PGI is an essential enzyme in the glycolitic and gluconeogenesis pathways.  It converts glucose 6-phosphate to fructose 6-phosphate in glycolysis and carries out the reverse reaction in gluconeogenesis.   Autocrine motility factor (AMF) and neuroleukin (NLK) are closely related isozymes sharing the characteristic residue sequence of the PGI superfamily.  Both AMF and NLK proteins function as monomers while PGI protein is only functional as a dimer. 

Without the PGI protein in the cytoplasm within your cells, you wouldn't be able to read this right now.  In fact, you wouldn't be doing anything but recycling your nutrients into the ecosphere because you would be stone cold dead.  Fueling your metabolism and thus your existence is dependent upon constant production of ATP or energy.  Glycolysis is the beginning pathway in both fermentation and oxidative respiration, which are the two ATP generating systems your body utilizes.  PGI carries out a crucial step in glycolysis and without its function subsequent steps are not possible.  In addition to this, PGI helps keep you alive during lean times. Our cells only use glucose for energy and when food isn't available to be broken down into glucose an alternative source of glucose must be provided.  Gluconeogenesis to the rescue!  It converts fats, proteins and other non-carbohydrate molecules into glucose, which the cells can exploit for energy.  Production of glucose through gluconeogenesis is also dependent on PGI catalyzing a crucial step in the pathway.  

Mycobacteria require glucose as a key building block in the production of cell walls.  When glucose isn't available from the environment, these bacteria depend on gluconeogenesis.  Mutations in PGI renders these bacteria glucose auxotrophs.  Without glucose, PGI mutants do not proliferate since they cannot utilize other nutrients to construct viable cell walls.  Developing drugs to inhibit PGI has been proposed as a possible treatment in combating mycobacterial infections.  

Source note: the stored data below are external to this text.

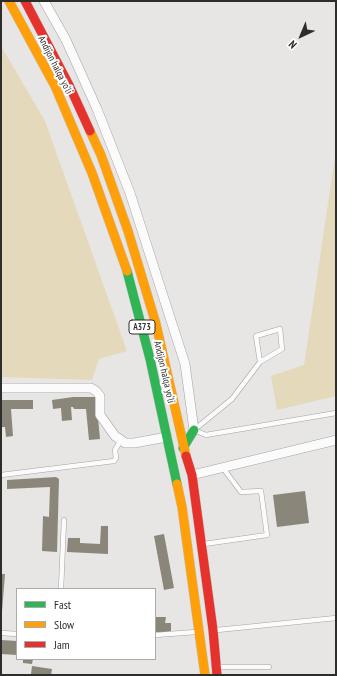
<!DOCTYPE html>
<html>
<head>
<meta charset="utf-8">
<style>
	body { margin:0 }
	#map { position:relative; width:337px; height:676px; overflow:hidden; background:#e7e6e5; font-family:"PT Sans Narrow",sans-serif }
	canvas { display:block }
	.frame { position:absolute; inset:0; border:2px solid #2d2d2c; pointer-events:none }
	.legend { position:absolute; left:16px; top:588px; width:140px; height:72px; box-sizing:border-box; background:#fff; border:1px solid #ababab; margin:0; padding:5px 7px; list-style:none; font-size:12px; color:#2d2d2c }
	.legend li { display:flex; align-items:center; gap:8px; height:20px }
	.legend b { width:20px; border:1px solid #ababab }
	.north { position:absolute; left:281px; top:16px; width:40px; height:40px; -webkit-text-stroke:3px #fff; paint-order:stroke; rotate:224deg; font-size:11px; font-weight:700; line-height:16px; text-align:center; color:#2d2d2c }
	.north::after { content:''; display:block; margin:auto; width:14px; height:18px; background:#2d2d2c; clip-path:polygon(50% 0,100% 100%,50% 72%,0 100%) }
</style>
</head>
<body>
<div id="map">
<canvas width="337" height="676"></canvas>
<div class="frame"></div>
<ul class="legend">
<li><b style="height:5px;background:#30b455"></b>Fast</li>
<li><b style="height:5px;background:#ff9f0a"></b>Slow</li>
<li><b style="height:5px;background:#e5322d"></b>Jam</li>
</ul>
<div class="north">N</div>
</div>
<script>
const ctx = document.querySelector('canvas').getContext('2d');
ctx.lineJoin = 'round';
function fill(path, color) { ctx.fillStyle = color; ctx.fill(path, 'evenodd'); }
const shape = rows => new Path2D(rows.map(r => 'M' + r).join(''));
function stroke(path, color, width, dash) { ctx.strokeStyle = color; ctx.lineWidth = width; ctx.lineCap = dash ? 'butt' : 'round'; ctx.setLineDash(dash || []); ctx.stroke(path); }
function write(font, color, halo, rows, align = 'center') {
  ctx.font = font + ' "PT Sans Narrow",sans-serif'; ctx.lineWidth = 4; ctx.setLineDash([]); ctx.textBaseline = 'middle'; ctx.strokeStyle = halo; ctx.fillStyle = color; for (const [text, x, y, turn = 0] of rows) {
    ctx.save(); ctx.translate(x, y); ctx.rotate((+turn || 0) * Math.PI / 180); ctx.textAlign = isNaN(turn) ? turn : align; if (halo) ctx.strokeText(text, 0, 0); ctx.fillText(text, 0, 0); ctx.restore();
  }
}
fill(shape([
	[1,46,45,121,127,351,99,359,92,380,1,377],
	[336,150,336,396,277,410,271,376,304,365]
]), '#e5d9bb');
fill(shape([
	[73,397,96,397,100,439,89,440,86,409,74,409,73,407,71,407,72,420,62,421,61,408,53,409,52,400],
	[1,400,33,400,33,409,11,409,13,436,6,437,5,427,1,427],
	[56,477,59,479,57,552,42,551,43,516,49,517,50,487,7,489,7,480],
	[305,491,309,523,277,527,273,495],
	[101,526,108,526,108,554,67,552,68,538,80,538,80,543,100,544],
	[164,534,174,588,164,590,154,536],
	[1,574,5,574,2,612,1,612],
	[155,617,166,617,165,623,171,623,171,633,155,632],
	[1,640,17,641,17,655,1,654],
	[23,659,33,659,32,664,23,663],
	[32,666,52,669,51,675,31,674]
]), '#8a8679');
const lane = shape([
	[260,362,282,349,280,329,256,336,260,362,232,399,194,430,206,435,336,413],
	[1,475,114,461,116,458,115,450,121,440],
	[204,544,267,535,261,491,241,492,223,468],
	[61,589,64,520],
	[217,630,336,618],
	[1,633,17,634],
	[155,635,196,632],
	[220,667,269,667]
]);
const street = shape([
	[44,1,66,40,97,109,130,193,185,364,194,430],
	[1,388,91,388,96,391,100,396,100,415,115,436,121,440,125,443,134,443,167,437],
	[192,475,336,440]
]);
const fast = shape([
	[127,271,150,359,177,484],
	[183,448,194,430]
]);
const slow = shape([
	[9,1,55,86,92,173,127,271],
	[90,131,101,155,128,231,156,324,186,456],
	[177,484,182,507,205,675]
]);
const jam = shape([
	[25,1,69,85,90,131],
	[186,456,192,475,213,630,217,675]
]);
stroke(lane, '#a3a3a2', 5.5);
stroke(street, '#a3a3a2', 10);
stroke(fast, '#c4c4c3', 10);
stroke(slow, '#c4c4c3', 10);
stroke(jam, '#c4c4c3', 10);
stroke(lane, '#fbfbfb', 4.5);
stroke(street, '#fbfbfb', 9);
stroke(fast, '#30b455', 9);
stroke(slow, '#ff9f0a', 9);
stroke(jam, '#e5322d', 9);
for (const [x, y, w] of [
	[142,327,26]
]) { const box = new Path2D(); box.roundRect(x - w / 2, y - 7, w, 14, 3); ctx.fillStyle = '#fff'; ctx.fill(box); stroke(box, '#2d2d2c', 1); }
write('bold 9px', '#2d2d2c', null, [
	["A373",142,327]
]);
write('10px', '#2d2d2c', '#fff', [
	["Andijon halqa yo‘li",55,65,63],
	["Andijon halqa yo‘li",164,372,77]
]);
</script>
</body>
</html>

PGI mutations in humans is an autosomal recessive disorder.  The gene encoding for PGI is located on the long arm of chromosome 19.  Mutations of PGI result in non-spherocytic hemolytic anemia.  Although it is a rare disease, it is the third most common enzymatic defect resulting in hemolysis and 0.2% of the North American population is predicted to be heterozygous for the GPI mutant.  Mutations result in enzyme instability and the defect only affects mature erythrocytes because they no longer are capable of enzyme synthesis.  Symptoms of the disorder range from mild to severe. Sufferers often are jaundiced, have enlarged spleens and have varying degrees of anemia.  Since glucose isn't digestible by PGI mutated RBC's, it accumulates within the cells to the point where it deforms the cell membrane disrupting the oxygen carrying function of the erythrocytes.  Severe cases produce mental retardation and even death.  

Elevated AMF blood levels may indicate caner.  The AMF protein has been implicated in cell motility and metastasis of cancerous tissue.  In addition to this, excess levels of the protein were found to induce leukemia cells to stay in the proliferation cycle.  Constantly reproducing cells aren't capable of differentiating and maturating as they normally would, which furthers disease progression. 

This ubiquitous protein was found to have yet another medical significance.  Recent findings have put forth evidence identifying PGI as the molecule eliciting the autoimmune response in rheumatoid arthritis.  Apparently, PGI could be the target antigen of T-cells and the pathogenic immunoglobulins associated with the disease.  

If you don't care what PGI is or does by now, then you are hopelessly apathetic.  Your very life depends upon it!  Not only that, but a better understanding of its diverse biological functions could potentially save lives in the future.